** RECORDS FOR THIS EXERCISE follows **

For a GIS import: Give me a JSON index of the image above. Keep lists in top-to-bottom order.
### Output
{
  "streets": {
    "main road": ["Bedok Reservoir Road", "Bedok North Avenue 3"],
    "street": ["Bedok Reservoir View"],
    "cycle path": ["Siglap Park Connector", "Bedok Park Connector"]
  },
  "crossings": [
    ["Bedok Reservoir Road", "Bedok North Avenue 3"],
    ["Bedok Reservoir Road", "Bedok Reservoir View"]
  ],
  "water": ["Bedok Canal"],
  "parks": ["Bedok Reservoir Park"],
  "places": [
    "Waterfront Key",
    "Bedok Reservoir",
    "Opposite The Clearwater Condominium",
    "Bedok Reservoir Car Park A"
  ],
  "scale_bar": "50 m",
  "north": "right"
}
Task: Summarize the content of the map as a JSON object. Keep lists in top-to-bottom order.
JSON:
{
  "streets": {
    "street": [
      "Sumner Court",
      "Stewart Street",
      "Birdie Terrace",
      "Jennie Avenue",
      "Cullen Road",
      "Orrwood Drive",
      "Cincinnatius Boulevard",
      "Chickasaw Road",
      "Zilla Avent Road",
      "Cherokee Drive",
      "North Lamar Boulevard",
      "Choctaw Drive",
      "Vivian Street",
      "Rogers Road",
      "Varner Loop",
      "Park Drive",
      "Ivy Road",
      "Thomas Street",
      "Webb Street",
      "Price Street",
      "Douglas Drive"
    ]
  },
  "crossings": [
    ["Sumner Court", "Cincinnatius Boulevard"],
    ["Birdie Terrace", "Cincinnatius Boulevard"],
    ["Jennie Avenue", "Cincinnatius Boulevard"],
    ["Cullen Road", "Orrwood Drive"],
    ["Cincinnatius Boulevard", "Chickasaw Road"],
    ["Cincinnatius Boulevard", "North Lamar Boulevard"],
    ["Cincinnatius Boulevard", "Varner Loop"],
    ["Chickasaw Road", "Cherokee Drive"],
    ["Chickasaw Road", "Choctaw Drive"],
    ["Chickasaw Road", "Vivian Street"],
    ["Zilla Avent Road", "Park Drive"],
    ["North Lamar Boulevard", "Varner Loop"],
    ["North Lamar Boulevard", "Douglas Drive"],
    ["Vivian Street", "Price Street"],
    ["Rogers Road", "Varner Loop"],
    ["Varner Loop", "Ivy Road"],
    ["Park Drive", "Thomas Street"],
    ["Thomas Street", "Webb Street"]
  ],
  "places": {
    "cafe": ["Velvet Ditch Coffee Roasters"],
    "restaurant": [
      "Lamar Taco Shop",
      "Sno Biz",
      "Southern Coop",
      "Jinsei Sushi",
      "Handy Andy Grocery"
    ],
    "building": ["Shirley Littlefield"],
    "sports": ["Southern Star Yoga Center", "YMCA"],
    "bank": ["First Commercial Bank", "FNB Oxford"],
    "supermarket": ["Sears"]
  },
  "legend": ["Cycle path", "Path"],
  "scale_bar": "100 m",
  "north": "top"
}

** End of RECORDS FOR THIS EXERCISE **

=== HOW TO COMPLETE THIS TASK ===
Nothing should be missing: every line above must be reproduced exactly.

=== REPLY TO THE EXERCISE ===
For a GIS import: Give me a JSON index of the image above. Keep lists in top-to-bottom order.
### Output
{
  "streets": {
    "main road": ["Bedok Reservoir Road", "Bedok North Avenue 3"],
    "street": ["Bedok Reservoir View"],
    "cycle path": ["Siglap Park Connector", "Bedok Park Connector"]
  },
  "crossings": [
    ["Bedok Reservoir Road", "Bedok North Avenue 3"],
    ["Bedok Reservoir Road", "Bedok Reservoir View"]
  ],
  "water": ["Bedok Canal"],
  "parks": ["Bedok Reservoir Park"],
  "places": [
    "Waterfront Key",
    "Bedok Reservoir",
    "Opposite The Clearwater Condominium",
    "Bedok Reservoir Car Park A"
  ],
  "scale_bar": "50 m",
  "north": "right"
}
Task: Summarize the content of the map as a JSON object. Keep lists in top-to-bottom order.
JSON:
{
  "streets": {
    "street": [
      "Sumner Court",
      "Stewart Street",
      "Birdie Terrace",
      "Jennie Avenue",
      "Cullen Road",
      "Orrwood Drive",
      "Cincinnatius Boulevard",
      "Chickasaw Road",
      "Zilla Avent Road",
      "Cherokee Drive",
      "North Lamar Boulevard",
      "Choctaw Drive",
      "Vivian Street",
      "Rogers Road",
      "Varner Loop",
      "Park Drive",
      "Ivy Road",
      "Thomas Street",
      "Webb Street",
      "Price Street",
      "Douglas Drive"
    ]
  },
  "crossings": [
    ["Sumner Court", "Cincinnatius Boulevard"],
    ["Birdie Terrace", "Cincinnatius Boulevard"],
    ["Jennie Avenue", "Cincinnatius Boulevard"],
    ["Cullen Road", "Orrwood Drive"],
    ["Cincinnatius Boulevard", "Chickasaw Road"],
    ["Cincinnatius Boulevard", "North Lamar Boulevard"],
    ["Cincinnatius Boulevard", "Varner Loop"],
    ["Chickasaw Road", "Cherokee Drive"],
    ["Chickasaw Road", "Choctaw Drive"],
    ["Chickasaw Road", "Vivian Street"],
    ["Zilla Avent Road", "Park Drive"],
    ["North Lamar Boulevard", "Varner Loop"],
    ["North Lamar Boulevard", "Douglas Drive"],
    ["Vivian Street", "Price Street"],
    ["Rogers Road", "Varner Loop"],
    ["Varner Loop", "Ivy Road"],
    ["Park Drive", "Thomas Street"],
    ["Thomas Street", "Webb Street"]
  ],
  "places": {
    "cafe": ["Velvet Ditch Coffee Roasters"],
    "restaurant": [
      "Lamar Taco Shop",
      "Sno Biz",
      "Southern Coop",
      "Jinsei Sushi",
      "Handy Andy Grocery"
    ],
    "building": ["Shirley Littlefield"],
    "sports": ["Southern Star Yoga Center", "YMCA"],
    "bank": ["First Commercial Bank", "FNB Oxford"],
    "supermarket": ["Sears"]
  },
  "legend": ["Cycle path", "Path"],
  "scale_bar": "100 m",
  "north": "top"
}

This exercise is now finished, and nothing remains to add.